As it turned out, I received a clean bill of health. And though I still have no idea why the cough lasted so long, its now finally gone. Anyway, while I was there the doctor asked if I had any other questions. "Is there anything else at all you want to talk about?" he inquired.
There wasnt, but I couldnt help feeling that I should come up with something, if only to assure him that my "cough" had not been a cover for some more embarrassing reason for my visit. "Well, doc, theres this thing on my balls
."
Thus it was, if only to avoid such a conversation, that I raised the question of death. "There is one thing," I confided. "Just what does it mean when someone usually someone old is said to have died of natural causes? I mean, you dont just die of old age as such, do you? There has to be some specific cause, doesnt there?"
And so for the next few minutes the doctor and I chatted about life, death and the essence of the divide between them. Im sure he hadnt been expecting this, but all the same he seemed quite willing to answer my questions the best he could.
This chance exchange was still fresh in my mind as I watched the coverage of last weeks two high-profile deaths. First there was Terri Schiavo, the 41-year-old Florida woman who had spent the past 15 years in a "persistent vegetative state" (PVS). Thirteen days after doctors removed the feeding tube that had been keeping her alive, she died on March 31. Then there was Pope John Paul II, who succumbed to heart and kidney failure on April 2.
Of the two instances, Ms. Schiavos was by far the more complex. PVS may resemble but is not the same state as a coma, from which there is usually some hope that the patient may recover. PVS victims lack consciousness or awareness and are unresponsive to external stimuli, with the possible exception of pain. However, PVS falls short of being "brain dead" and lacks legal recognition as being equivalent to death itself.

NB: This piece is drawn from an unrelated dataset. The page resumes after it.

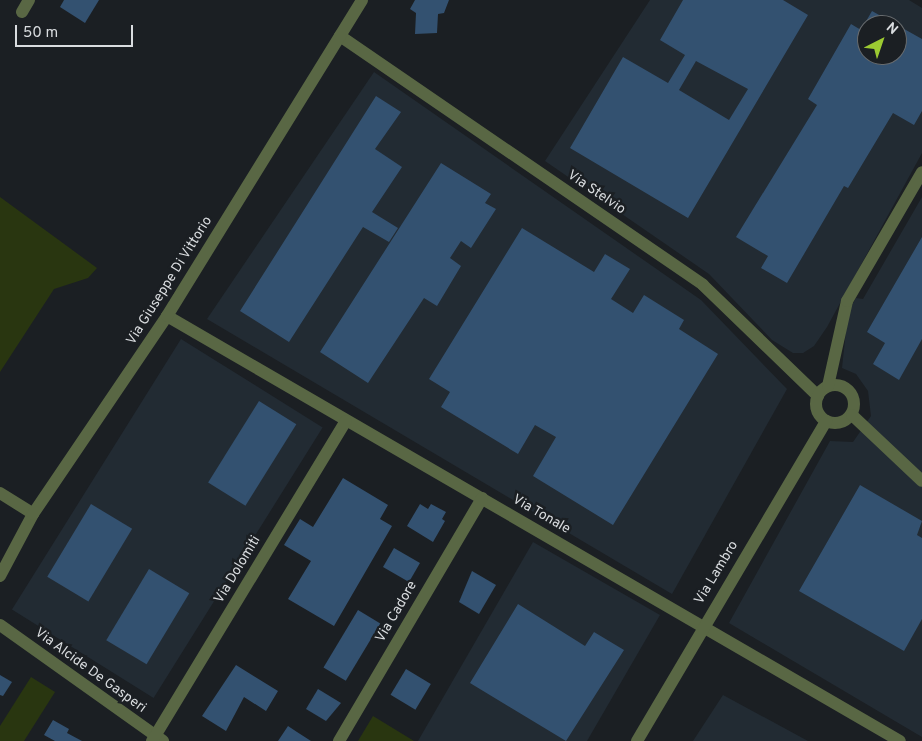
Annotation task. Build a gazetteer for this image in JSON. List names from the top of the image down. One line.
{"streets":{"street":["Via Stelvio","Via Giuseppe Di Vittorio","Via Tonale","Via Dolomiti","Via Lambro","Via Cadore","Via Alcide De Gasperi"]},"crossings":[["Via Stelvio","Via Giuseppe Di Vittorio"],["Via Stelvio","Via Lambro"],["Via Giuseppe Di Vittorio","Via Tonale"],["Via Tonale","Via Dolomiti"],["Via Tonale","Via Lambro"],["Via Tonale","Via Cadore"],["Via Dolomiti","Via Alcide De Gasperi"]],"scale_bar":"50 m","north":"top right"}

It was the fact that PVS occupies a legal grey area placing the patient somewhere in the gulf between life and death that made Ms. Schiavos fate the subject of so many court rulings and appeals during the last weeks of her existence. Everyone in America, it seemed, had an opinion on the matter. Even the Vatican weighed in, posthumously denouncing her "arbitrarily hastened" end as a violation of Christian principles. Yet having kept Ms. Schiavo "alive" in a PVS for 15 years, surely it is difficult to argue that the doctors who now permitted her to "die" had acted with any sort of haste at all?
How you answer this question depends, of course, on how you define life in the first place. In The Fifth Miracle: The Search for the Origin and Meaning of Life (1999), physicist Paul Davies argues that "life seems to involve two crucial factors: metabolism and reproduction." He explains:
"The most basic things that human beings do are breathe, eat, drink, excrete, and have sex. The first four activities are necessary for metabolism; the last is necessary for reproduction. It is doubtful that we would consider a population of entities that have metabolism but no reproduction, or reproduction without metabolism, to be living in the full sense of the term."
Based on her continued ability to metabolize (albeit via a feeding tube) and even, as far as I know, to reproduce, Ms. Schiavo met Daviess key criteria. Yet that she did so, completely unaware that she was doing so, and only courtesy of the continued efforts of the medical profession, throws into doubt that she was "living in the full sense of the term."
That the Vatican should protest the "death" of Ms. Schiavo is ironic, of course, for the Pope himself had insisted that he not be kept alive artificially, that his death as and when it came was part of Gods will and purpose as much as his life had been. And indeed, over the past few weeks, several commentators praised the Pope for allowing us to witness his acceptance of mortality and for providing the prospect of death with some dignity. It was dignity, above all else, that was denied to Ms. Schiavo in her final days, as her parents relentlessly pursued her "right to live" through the courts of America.
Which brings me back to the doctor. A different doctor. Eleven years ago this month, even as Kurt Cobain was preparing to blow a hole in his head, another singer decided not to fight death any more. Lee Brilleaux, longtime leader of the British rhythm and blues band Dr. Feelgood, had been diagnosed with lymphoma. A year of aggressive chemotherapy left him weak but able to return to the stage.
In January 1994, Brilleaux performed what turned out to be his final live performance. Covering the old Junior Walker song "Road Runner," he sang the lyric, "I live the life I love and I love the life I live." Weeks later, the cancer returned. Asked if he would submit to another round of painful treatment, Brilleaux simply replied "No."